Thank you all for the feedback and questions you’ve sent us!
Many have had issues getting the OCR to recognize the text properly and some users didn’t find the app to produce what they expected.
Issues with low-res photos
The biggest issue is clearly the low quality of the original photo that users have tried to run the OCR with. We’ve asked some users to send us the photo they’re trying to run the OCR to. Just like we expected, the resolution have been more or less 72 dpi, which is not good enough for the Tesseract OCR.
The DocScanner Mac’s OCR feature is meant for high-resolution photos, taken in 5 Mpix or greater quality.
In short, if you want good results with the OCR feature, please run it on High quality, min. 5 Mpix photos. You might want to use the edit panel to fine tune the photo, before running the OCR. The OCR’d text resets, if you edit the photo in DocScanner Mac after the initial run, so you’ll just need to click the “OCR” -button again.
Different fonts on OCR
Some fonts and font sizes are difficult for the Tesseract OCR to give correct results. Most commonly users have had issues, when tried to run the OCR on texts, that has really small font size. The best results come with clear text with a font size of approximetly 10-12 pt.
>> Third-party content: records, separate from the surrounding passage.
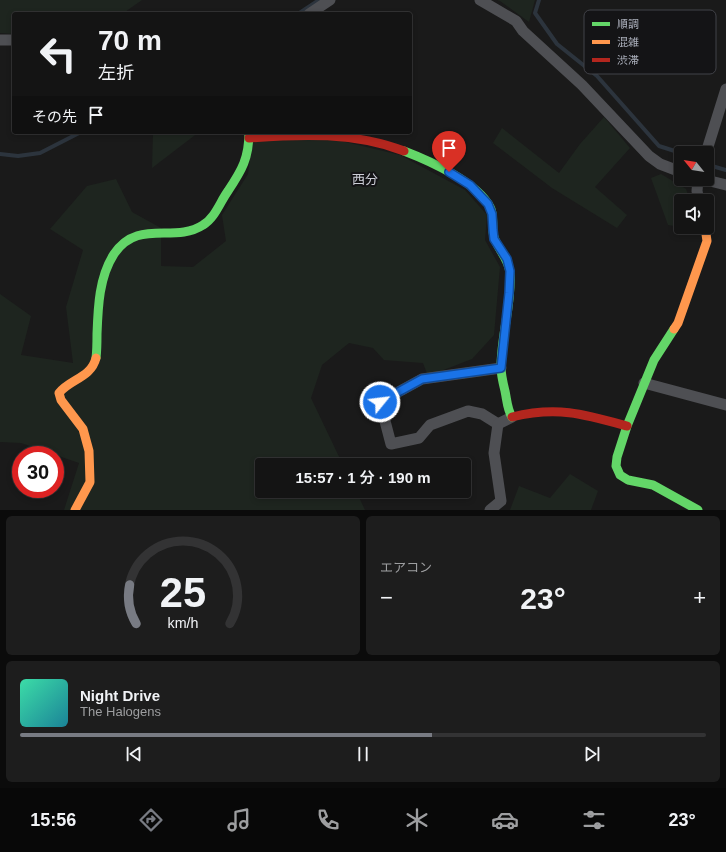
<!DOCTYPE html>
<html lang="ja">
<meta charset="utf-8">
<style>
:root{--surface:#141414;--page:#1d1d1d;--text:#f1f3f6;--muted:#9d9ea0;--line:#333334;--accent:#787b83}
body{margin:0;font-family:Arial,"Noto Sans JP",sans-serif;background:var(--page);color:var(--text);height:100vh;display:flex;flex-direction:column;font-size:15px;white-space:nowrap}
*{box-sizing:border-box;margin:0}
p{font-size:13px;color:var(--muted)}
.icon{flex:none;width:22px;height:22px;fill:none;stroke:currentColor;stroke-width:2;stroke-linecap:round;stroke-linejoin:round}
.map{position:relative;height:510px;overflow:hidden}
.side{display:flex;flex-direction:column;gap:6px;padding:6px;background:#0b0b0b;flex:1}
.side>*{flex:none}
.guide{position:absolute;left:12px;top:12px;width:400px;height:122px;border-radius:4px;box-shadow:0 2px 6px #0003,0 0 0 1px var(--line);background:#141414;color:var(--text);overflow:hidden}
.needle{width:26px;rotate:300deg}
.fabs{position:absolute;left:674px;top:146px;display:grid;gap:8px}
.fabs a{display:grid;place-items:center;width:40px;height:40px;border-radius:4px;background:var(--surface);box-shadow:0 2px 6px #0003,0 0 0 1px var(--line);font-size:20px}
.speed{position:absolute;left:12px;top:446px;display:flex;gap:8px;font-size:20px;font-weight:700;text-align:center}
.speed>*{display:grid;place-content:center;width:52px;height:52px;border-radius:50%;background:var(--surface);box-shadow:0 2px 6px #0003,0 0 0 1px var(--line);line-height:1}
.speed .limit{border:6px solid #d22;background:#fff;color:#111}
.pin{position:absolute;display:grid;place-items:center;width:34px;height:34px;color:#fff;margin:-41px -17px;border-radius:50% 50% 50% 0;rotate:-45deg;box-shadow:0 0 4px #0007}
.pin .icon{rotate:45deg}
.me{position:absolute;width:44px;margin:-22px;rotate:61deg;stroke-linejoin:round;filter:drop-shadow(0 0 3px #0008)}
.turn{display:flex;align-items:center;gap:14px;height:84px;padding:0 20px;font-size:18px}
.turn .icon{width:52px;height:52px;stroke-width:2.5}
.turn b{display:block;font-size:28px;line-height:34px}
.then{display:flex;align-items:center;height:38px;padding:0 20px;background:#0003;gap:8px;font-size:15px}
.big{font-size:30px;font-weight:600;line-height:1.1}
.side .widget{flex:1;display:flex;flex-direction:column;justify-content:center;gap:6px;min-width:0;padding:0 14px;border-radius:6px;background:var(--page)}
.side .dial{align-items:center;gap:0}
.dial svg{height:104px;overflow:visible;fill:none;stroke:var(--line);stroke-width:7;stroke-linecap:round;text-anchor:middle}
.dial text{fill:var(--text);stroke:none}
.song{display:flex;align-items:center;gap:12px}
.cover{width:48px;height:48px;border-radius:6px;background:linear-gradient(135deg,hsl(160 70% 55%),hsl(190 70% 35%))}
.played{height:4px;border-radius:2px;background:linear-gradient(90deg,var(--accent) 60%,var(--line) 60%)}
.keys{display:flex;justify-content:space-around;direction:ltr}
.heat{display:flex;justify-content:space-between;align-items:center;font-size:22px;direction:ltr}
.side .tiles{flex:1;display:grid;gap:6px;grid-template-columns:1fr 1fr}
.widget:last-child{grid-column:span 2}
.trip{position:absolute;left:255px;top:458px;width:216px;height:40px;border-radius:4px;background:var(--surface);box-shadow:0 2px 6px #0003,0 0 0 1px var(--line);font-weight:600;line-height:40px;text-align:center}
.tabs{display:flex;height:64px;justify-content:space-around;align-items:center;background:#080808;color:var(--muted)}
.tabs .icon{width:28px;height:28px}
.tabs .selected{color:var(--accent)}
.tabs b{font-size:18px;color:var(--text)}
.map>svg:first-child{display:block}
.green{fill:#1e251f}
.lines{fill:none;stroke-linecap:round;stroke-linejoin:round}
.stream{stroke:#2c343d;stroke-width:4}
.street{stroke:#4e4f53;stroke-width:11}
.fast{stroke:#63d668;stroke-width:9}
.slow{stroke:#ff974d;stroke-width:9}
.jam{stroke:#b3261e;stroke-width:9}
.route-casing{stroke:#114b97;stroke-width:10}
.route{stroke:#1a73e8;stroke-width:7}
.labels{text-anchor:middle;stroke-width:4;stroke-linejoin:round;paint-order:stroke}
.neighbourhood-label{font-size:13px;fill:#ccced7;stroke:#141416}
.key{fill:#141416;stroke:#414248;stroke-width:1}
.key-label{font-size:11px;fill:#abafbb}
</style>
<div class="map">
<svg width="726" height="510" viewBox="0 0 726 510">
<rect width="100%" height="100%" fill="#1a1a1a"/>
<g class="green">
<polygon points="0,0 142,0 122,14 14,14 14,34 0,33"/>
<polygon points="497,0 535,0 529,22 500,1"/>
<polygon points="604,117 630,148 595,187 627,215 617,228 552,188 493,143 502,128 559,173 580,144"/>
<polygon points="153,132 199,132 152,168"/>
<polygon points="253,132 337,140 400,155 465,190 487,215 485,240 500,267 494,335 472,359 428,376 423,363 384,360 373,348 349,343 322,365 311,398 343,465 262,465 262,491 356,491 365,510 64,510 79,463 21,443 0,442 0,294 31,316 21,355 73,363 66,307 83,250 50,229 87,186 116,179 132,212 161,228 161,266 193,267 226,241 222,215 248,174"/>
<polygon points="661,174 686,189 690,201 681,201 681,227 697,227 698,230 668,225 651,178"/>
<polygon points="570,474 598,491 591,510 510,510 519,486 550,498"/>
</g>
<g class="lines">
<g class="stream">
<polyline points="539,0 535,13 557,44 597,76 659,146 681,153"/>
<polyline points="298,14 319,0"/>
<polyline points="0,154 18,156 40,153 81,132"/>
<polyline points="712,166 726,170"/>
</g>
<g class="street">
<polyline points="480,0 516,21 523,31 582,85 649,156 660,164 681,172"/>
<polyline points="309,14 330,0"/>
<polyline points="0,40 14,40"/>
<polyline points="706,153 726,89"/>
<polyline points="698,179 697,191 699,201"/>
<polyline points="702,179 726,185"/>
<polyline points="644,383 726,405"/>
<polyline points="498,424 482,414 468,411 430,425 419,438 391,444 380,402 422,379 501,368"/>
<polyline points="490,510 501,501 494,453 498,424 512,417"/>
</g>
<g class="fast">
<path d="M404,151C430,161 477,182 490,207C495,216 491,227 494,237C498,250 509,259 510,273C512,305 501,335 501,367C501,375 503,383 505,391C507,400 507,409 512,417"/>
<polyline points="674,329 654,360 627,426 617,457 616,466 620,475 628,480 653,485 698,510"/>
<path d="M96,358C97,350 97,342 97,334C98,307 99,277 114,254C138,218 174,244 203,225C215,218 220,202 228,191C242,170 249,158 249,132"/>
</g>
<g class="slow">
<polyline points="674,329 678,323 707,241 705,227"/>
<path d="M75,510L90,482L89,451L83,429L61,400L59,393C70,379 91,378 96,358"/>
</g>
<g class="jam">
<path d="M249,138C301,134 355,132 404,151"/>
<path d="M512,417C557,406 584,414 627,426"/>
</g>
</g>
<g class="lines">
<defs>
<polyline id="route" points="380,402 422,379 501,368 509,293 510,271 507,259 494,239 493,230 492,214 488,204 470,185 449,172"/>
</defs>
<use href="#route" class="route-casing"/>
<use href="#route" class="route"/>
</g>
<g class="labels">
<g class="neighbourhood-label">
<text x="365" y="184">西分</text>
</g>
</g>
<rect x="584" y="10" width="132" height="64" rx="6" class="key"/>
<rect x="592" y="22" width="18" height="4" fill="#63d668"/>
<rect x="592" y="40" width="18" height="4" fill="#ff974d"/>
<rect x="592" y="58" width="18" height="4" fill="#b3261e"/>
<g class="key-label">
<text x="617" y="28">順調</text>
<text x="617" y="46">混雑</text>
<text x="617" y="64">渋滞</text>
</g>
</svg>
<div class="fabs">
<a><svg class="needle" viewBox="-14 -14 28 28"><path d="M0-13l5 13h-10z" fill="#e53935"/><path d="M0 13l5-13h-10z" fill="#9d9ea0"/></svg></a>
<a><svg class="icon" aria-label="sound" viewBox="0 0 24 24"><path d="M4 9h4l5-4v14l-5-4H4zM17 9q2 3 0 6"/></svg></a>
</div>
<div class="speed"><div class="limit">30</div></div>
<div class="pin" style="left:449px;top:172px;background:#d93025"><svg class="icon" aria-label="arrive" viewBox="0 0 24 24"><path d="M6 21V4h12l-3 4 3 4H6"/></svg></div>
<svg class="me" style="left:380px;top:402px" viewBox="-20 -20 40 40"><circle r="17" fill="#1a73e8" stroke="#fff" stroke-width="3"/><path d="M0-11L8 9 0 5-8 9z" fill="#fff"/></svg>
<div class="trip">15:57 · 1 分 · 190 m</div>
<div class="guide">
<div class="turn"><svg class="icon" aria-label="left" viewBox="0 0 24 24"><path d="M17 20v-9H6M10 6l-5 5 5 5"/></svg><div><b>70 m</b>左折</div></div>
<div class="then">その先<svg class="icon" aria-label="arrive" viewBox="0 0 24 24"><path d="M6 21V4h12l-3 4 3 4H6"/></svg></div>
</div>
</div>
<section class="side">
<div class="tiles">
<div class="widget dial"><svg viewBox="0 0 100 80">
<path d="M14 69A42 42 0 1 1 86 69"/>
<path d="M14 69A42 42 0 0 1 9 39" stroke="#787b83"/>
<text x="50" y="56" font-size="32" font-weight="700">25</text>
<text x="50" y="72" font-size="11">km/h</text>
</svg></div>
<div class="widget"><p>エアコン</p>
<div class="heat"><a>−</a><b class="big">23°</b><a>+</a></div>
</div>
<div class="widget">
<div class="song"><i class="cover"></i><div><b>Night Drive</b><p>The Halogens</p></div></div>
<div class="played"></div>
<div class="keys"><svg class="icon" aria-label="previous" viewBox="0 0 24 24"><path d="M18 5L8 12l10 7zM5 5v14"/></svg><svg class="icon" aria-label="pause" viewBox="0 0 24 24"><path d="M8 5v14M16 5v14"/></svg><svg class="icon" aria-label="next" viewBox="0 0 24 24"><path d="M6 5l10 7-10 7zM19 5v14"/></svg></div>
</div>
</div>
</section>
<nav class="tabs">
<b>15:56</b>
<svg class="icon selected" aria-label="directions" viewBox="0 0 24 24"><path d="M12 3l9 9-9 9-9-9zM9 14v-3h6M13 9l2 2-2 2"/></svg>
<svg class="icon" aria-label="music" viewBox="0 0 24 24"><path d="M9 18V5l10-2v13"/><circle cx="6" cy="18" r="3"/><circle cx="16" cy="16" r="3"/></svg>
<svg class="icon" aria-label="phone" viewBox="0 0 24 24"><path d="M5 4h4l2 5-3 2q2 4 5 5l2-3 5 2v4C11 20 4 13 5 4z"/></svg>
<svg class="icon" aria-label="climate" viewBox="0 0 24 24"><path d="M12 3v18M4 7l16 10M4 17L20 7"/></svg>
<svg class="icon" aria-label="car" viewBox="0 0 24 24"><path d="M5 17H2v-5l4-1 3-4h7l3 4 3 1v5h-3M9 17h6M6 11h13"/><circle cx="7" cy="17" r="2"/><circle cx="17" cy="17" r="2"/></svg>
<svg class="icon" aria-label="filters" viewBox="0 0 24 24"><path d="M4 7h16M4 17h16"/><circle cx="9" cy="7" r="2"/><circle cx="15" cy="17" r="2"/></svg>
<b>23°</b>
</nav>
The easiest fonts to recognize for Tesseract OCR are the grotesque (Roman or Sans-serif) font families, such as Arial, Hevetica or Futura. As the Antiqua (Serif) fonts are better for human eye to read, they’re not so good for the OCR.
How does it work?
The DocScanner uses Tesseract OCR to search characters in images. The system recognizes the fixed static shape of the character – more accurate statement would be, “guessing” the character from a shape. The OCR’s current state in general isn’t 100% accurate, even on the most clear images.
DocScanner enhances the images before running the OCR, so it would be easier for Tesseract OCR to recocgnize the text correctly. Although the text in some photos are too difficult for a correct result, thus it gives gibberish instead. We’re constantly developing the image pre-treatment process for getting more accurate OCR results.
When using DocScanner Mac, users have an option to run the OCR for individual pages or choose to automatically run OCR on every imported page (from the preference panel). Once the OCR has been ran, users may view the results by clicking the OCR -button again, or by clicking the mouses right button for the “View OCR” -option. You may also copy the text from this view to your favourite text editor and make changes to the text.